Current Sensing With Large Currents

The current project I’m working on, a relay that provides remote triggering and voltage and current measurements back to the user, has been plodding along. I recently got the boards delivered and I’ve been working on assembly and as such I’ve been finding the mistakes you make in a V0 prototype.

Here are some pictures of the boards as the arrived from the manufacturer and a dry fitting.

The biggest mistake is that I’ve radically missunderstood the way that the TI TMCS-1101 hall effect sensor works. My mental model of this device was that it operated in parallel with the existing current path, took some trickle current, measured that and amplified it. But that is NOT the correct model. As I was reading the datasheet again it became clear that this device is expected to run in series with the current path as shown in this picture. While that in and of itself wouldn’t be dissasterous it made me think more about the overall design parameters of this project.

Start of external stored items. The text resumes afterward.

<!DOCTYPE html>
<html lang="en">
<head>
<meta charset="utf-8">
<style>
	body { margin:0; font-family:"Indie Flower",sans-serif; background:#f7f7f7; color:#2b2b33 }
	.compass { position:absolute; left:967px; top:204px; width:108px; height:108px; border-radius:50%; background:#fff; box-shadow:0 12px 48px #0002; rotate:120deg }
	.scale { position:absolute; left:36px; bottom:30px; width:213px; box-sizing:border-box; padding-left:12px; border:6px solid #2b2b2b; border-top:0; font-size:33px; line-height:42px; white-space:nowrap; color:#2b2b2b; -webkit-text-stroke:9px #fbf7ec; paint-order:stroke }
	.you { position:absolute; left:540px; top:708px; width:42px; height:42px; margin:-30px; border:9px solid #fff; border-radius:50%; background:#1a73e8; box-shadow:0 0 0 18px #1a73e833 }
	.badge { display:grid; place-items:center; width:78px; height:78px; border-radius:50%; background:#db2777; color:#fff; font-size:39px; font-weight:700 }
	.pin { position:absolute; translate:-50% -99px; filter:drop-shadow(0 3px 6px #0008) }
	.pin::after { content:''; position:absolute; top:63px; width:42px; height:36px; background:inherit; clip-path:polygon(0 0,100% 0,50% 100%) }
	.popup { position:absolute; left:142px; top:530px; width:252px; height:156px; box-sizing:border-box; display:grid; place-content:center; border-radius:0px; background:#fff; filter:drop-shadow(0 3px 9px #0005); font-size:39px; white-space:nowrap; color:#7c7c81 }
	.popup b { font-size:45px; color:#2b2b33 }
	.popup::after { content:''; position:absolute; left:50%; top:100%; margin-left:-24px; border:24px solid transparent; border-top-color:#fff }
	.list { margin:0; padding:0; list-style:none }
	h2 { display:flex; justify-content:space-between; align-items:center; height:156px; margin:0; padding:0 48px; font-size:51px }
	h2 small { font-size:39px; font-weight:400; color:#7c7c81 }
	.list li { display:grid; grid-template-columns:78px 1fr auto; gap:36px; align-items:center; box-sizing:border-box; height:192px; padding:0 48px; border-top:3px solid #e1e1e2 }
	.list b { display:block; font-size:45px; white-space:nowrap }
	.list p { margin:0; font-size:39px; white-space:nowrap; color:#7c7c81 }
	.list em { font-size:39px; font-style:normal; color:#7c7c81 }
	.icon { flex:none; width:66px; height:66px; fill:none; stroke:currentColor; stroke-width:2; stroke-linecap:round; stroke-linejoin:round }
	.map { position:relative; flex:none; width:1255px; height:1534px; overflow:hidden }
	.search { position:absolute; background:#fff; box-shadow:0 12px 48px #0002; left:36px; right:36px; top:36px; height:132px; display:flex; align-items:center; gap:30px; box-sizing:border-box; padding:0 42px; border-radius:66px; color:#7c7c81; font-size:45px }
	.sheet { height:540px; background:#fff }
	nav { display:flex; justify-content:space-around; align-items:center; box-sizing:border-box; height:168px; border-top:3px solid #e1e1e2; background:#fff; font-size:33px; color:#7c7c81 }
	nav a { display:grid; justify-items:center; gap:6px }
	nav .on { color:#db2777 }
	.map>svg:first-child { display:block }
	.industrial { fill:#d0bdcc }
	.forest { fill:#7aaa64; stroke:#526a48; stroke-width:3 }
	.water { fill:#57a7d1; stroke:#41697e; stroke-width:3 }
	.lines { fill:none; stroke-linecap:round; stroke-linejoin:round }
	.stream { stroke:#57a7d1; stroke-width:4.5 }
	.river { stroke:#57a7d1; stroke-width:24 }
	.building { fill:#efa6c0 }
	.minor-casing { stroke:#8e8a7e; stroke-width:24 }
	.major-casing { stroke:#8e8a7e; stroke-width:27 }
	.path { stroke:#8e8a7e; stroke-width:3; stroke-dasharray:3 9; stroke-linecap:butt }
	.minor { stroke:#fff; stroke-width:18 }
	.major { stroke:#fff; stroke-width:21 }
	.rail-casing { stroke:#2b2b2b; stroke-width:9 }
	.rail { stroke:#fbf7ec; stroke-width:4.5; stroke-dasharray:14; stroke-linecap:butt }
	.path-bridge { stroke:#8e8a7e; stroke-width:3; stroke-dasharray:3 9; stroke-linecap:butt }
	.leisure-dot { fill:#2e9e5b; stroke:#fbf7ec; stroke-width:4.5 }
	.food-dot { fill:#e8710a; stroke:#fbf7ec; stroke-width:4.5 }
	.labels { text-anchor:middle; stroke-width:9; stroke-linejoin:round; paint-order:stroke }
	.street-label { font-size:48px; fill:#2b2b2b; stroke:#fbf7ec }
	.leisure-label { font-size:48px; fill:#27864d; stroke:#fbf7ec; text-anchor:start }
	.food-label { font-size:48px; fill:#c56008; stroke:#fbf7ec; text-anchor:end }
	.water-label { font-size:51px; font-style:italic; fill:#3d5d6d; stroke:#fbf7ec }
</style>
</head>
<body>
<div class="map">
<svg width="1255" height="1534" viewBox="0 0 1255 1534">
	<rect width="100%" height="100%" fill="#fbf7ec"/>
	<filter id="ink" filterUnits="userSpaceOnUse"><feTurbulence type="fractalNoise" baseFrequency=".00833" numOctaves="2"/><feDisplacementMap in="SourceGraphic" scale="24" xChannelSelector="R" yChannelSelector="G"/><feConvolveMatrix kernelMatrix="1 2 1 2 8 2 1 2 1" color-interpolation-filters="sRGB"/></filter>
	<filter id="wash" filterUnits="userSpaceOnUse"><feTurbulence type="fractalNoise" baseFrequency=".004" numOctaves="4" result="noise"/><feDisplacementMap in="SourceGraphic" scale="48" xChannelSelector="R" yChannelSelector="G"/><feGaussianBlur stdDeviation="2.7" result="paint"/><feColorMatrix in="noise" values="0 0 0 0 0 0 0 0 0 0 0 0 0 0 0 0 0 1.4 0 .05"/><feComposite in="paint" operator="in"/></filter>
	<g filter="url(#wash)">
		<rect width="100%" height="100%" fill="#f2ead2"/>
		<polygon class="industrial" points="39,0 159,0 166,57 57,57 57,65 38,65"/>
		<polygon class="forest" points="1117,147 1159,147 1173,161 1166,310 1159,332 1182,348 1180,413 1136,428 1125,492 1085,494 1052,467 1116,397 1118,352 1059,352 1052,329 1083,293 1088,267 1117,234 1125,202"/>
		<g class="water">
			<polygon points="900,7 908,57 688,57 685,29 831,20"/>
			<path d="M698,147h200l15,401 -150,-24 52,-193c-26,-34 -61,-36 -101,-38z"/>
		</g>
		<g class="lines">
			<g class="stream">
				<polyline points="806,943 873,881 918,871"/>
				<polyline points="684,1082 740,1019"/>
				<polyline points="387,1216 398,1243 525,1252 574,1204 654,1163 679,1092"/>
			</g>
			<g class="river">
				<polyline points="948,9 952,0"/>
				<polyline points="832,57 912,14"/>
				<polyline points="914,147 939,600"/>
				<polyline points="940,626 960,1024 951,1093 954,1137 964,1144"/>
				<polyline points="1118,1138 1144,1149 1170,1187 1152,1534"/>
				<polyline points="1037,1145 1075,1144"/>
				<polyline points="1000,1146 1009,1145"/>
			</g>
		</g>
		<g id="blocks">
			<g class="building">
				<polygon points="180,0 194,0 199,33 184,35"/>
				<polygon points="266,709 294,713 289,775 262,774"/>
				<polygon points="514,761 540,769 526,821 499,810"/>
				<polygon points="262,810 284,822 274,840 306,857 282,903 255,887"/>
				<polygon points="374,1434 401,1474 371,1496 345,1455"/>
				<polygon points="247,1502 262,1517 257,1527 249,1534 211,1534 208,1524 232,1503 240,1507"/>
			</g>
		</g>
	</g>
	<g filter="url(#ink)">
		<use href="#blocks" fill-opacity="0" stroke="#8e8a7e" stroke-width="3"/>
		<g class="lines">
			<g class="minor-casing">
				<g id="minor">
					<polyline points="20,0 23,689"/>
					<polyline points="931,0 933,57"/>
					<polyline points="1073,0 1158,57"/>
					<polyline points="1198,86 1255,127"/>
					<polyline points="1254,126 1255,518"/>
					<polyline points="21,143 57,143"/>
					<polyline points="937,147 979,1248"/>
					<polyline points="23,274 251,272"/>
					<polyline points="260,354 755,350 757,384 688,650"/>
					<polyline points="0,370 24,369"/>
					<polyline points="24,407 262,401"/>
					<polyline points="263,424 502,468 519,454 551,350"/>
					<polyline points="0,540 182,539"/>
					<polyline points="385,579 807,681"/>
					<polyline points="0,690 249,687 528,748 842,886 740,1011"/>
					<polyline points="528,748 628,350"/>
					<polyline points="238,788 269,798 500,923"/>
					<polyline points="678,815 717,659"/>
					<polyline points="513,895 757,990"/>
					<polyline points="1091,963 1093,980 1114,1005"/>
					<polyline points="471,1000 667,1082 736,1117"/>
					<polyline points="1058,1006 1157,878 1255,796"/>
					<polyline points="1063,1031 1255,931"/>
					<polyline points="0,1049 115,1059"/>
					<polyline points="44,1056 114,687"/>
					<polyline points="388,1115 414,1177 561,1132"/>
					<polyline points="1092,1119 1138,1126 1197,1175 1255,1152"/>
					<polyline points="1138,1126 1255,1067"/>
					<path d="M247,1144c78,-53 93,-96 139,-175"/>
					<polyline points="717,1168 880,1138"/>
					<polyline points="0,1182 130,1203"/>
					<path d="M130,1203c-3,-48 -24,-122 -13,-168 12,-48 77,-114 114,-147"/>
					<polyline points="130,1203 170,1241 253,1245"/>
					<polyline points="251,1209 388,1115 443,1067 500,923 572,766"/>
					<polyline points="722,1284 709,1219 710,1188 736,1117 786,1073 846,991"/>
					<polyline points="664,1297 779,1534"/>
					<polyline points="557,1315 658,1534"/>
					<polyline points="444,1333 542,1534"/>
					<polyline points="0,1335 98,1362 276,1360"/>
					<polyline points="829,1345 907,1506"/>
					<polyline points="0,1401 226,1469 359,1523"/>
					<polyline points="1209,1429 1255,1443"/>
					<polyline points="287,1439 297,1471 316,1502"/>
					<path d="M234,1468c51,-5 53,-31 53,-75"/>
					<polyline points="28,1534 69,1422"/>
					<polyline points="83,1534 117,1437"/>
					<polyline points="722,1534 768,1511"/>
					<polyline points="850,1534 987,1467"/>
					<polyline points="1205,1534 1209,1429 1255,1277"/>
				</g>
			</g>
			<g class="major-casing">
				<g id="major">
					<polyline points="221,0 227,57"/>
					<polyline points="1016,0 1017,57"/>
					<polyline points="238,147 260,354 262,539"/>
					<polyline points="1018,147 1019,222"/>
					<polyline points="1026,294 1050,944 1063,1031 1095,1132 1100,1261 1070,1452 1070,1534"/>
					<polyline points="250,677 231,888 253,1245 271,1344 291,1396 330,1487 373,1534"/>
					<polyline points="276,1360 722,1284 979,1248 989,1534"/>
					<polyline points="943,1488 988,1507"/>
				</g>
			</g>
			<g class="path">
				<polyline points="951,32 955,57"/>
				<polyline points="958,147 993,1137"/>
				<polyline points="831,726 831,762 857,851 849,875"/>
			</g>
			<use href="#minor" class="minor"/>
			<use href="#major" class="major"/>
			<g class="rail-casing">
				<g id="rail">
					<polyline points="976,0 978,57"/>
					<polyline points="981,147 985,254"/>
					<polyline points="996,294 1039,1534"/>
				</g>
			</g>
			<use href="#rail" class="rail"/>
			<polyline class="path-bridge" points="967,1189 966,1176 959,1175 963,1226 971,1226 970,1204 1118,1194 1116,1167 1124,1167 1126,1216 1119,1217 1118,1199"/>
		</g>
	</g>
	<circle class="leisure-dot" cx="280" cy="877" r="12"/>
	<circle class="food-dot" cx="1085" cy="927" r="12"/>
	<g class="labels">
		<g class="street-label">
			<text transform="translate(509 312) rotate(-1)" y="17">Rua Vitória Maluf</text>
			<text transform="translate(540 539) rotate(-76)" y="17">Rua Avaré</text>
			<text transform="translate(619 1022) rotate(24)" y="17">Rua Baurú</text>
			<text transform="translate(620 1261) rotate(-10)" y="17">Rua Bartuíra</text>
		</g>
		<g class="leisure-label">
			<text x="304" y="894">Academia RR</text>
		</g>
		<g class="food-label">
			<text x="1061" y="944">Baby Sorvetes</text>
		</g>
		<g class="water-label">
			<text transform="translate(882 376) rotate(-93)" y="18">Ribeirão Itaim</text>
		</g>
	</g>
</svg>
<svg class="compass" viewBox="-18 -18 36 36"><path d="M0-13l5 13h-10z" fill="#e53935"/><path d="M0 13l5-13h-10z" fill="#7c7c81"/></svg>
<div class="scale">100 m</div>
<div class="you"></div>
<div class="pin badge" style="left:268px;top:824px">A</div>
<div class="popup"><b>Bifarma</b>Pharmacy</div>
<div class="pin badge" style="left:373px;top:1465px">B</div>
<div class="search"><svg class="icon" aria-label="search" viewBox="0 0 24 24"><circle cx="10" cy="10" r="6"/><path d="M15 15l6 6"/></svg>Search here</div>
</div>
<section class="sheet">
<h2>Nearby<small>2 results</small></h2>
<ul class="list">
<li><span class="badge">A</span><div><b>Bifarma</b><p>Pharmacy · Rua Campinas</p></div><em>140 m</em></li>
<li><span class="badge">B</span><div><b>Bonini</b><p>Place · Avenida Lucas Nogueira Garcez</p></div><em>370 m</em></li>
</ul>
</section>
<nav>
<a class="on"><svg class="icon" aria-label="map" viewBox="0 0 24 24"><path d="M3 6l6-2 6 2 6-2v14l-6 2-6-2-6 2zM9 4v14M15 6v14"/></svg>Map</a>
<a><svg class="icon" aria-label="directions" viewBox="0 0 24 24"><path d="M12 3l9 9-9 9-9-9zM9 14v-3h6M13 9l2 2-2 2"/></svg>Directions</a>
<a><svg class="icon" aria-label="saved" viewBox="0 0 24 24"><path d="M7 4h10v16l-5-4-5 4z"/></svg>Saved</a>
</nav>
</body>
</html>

Ultimately I want to be able to drop one of these relays into a solar charging sytem that could supply loads as high as 100A with a voltage of 40v. In my previous mental model I wasn’t worried too much about the total current load since I expected the device to be shunting the larger current, with this new model I think it’s unlikely that I find a surface mount chip that can sustain 100A loads for long.

So, step one has been, digging deeper into the methods of current sensing. Digikey has a nice summary article on the topic. From there it seems like I should be thinking about a shunt resistor design, basically a low resistence, high watt, resistor that we can observe the the voltage differential across, since the voltage drop is proportional to the current (V = I/R) we can use that differential to measure the current through the resistor.

Small mistake… totally forgot a current limiting resistor on the power LED.

Another observation from reading more about current sensing technology is that a lot of folks use heft Lugs on the PCB and that’s an interesting direction to go if I’m going to need to run the full load through the device.